TASK BRIEF: Once the pictures are set aside, reproduce the remaining data exactly.
━━ DATA PROVIDED ━━
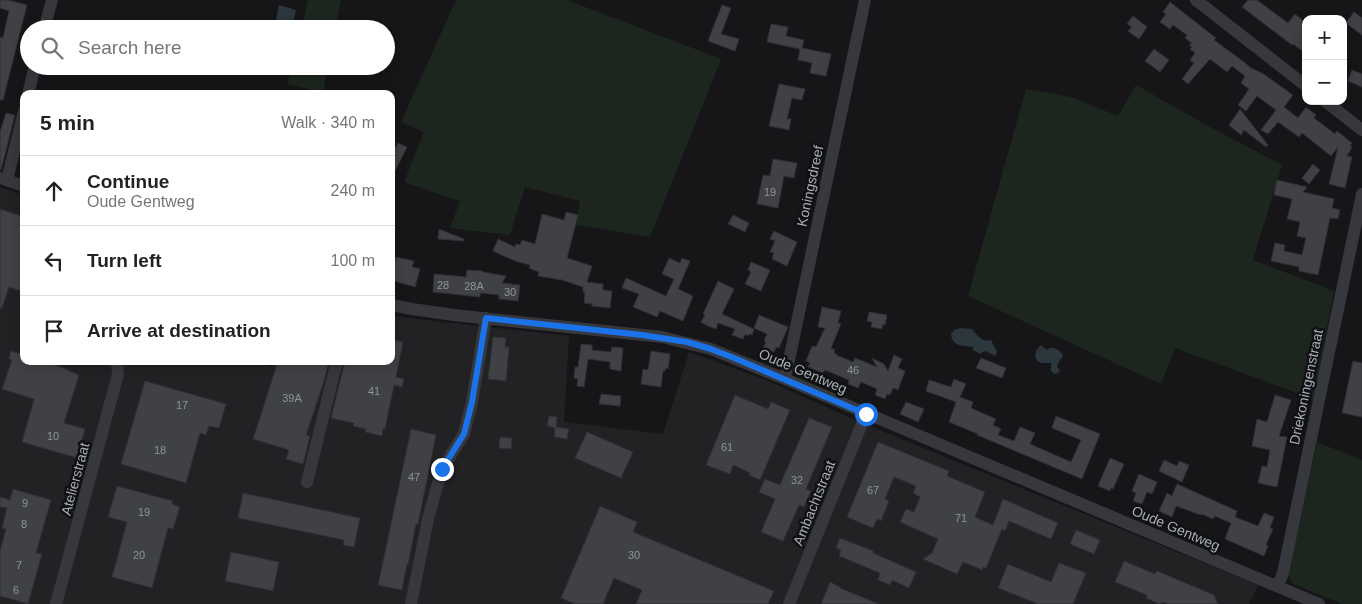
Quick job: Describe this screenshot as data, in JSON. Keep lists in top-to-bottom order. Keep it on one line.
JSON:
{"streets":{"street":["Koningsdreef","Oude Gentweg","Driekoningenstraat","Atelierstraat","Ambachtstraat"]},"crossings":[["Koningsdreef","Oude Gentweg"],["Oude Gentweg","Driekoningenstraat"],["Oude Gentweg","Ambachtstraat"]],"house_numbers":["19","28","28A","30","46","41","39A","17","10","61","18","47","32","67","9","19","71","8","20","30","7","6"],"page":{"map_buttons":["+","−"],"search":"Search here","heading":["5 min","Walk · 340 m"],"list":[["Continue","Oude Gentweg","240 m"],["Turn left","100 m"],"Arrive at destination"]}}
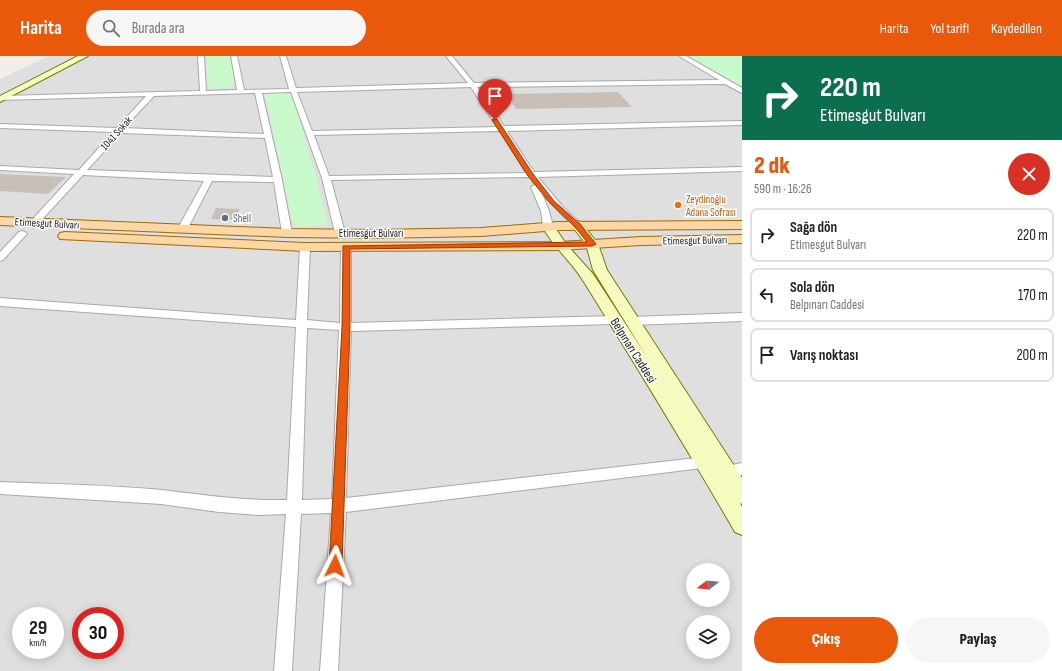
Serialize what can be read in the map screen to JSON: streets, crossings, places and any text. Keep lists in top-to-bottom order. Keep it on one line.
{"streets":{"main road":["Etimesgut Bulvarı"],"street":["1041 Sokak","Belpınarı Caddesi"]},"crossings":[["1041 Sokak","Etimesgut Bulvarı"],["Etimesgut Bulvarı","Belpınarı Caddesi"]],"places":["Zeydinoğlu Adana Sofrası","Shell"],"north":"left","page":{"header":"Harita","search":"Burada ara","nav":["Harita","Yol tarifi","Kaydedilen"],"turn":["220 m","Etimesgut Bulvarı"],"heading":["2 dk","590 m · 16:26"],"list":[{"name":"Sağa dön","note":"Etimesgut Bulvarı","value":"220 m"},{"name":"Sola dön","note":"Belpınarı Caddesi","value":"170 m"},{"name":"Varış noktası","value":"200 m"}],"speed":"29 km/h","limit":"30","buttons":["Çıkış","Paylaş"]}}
━━━
TASK ANSWER:
Quick job: Describe this screenshot as data, in JSON. Keep lists in top-to-bottom order. Keep it on one line.
JSON:
{"streets":{"street":["Koningsdreef","Oude Gentweg","Driekoningenstraat","Atelierstraat","Ambachtstraat"]},"crossings":[["Koningsdreef","Oude Gentweg"],["Oude Gentweg","Driekoningenstraat"],["Oude Gentweg","Ambachtstraat"]],"house_numbers":["19","28","28A","30","46","41","39A","17","10","61","18","47","32","67","9","19","71","8","20","30","7","6"],"page":{"map_buttons":["+","−"],"search":"Search here","heading":["5 min","Walk · 340 m"],"list":[["Continue","Oude Gentweg","240 m"],["Turn left","100 m"],"Arrive at destination"]}}
Serialize what can be read in the map screen to JSON: streets, crossings, places and any text. Keep lists in top-to-bottom order. Keep it on one line.
{"streets":{"main road":["Etimesgut Bulvarı"],"street":["1041 Sokak","Belpınarı Caddesi"]},"crossings":[["1041 Sokak","Etimesgut Bulvarı"],["Etimesgut Bulvarı","Belpınarı Caddesi"]],"places":["Zeydinoğlu Adana Sofrası","Shell"],"north":"left","page":{"header":"Harita","search":"Burada ara","nav":["Harita","Yol tarifi","Kaydedilen"],"turn":["220 m","Etimesgut Bulvarı"],"heading":["2 dk","590 m · 16:26"],"list":[{"name":"Sağa dön","note":"Etimesgut Bulvarı","value":"220 m"},{"name":"Sola dön","note":"Belpınarı Caddesi","value":"170 m"},{"name":"Varış noktası","value":"200 m"}],"speed":"29 km/h","limit":"30","buttons":["Çıkış","Paylaş"]}}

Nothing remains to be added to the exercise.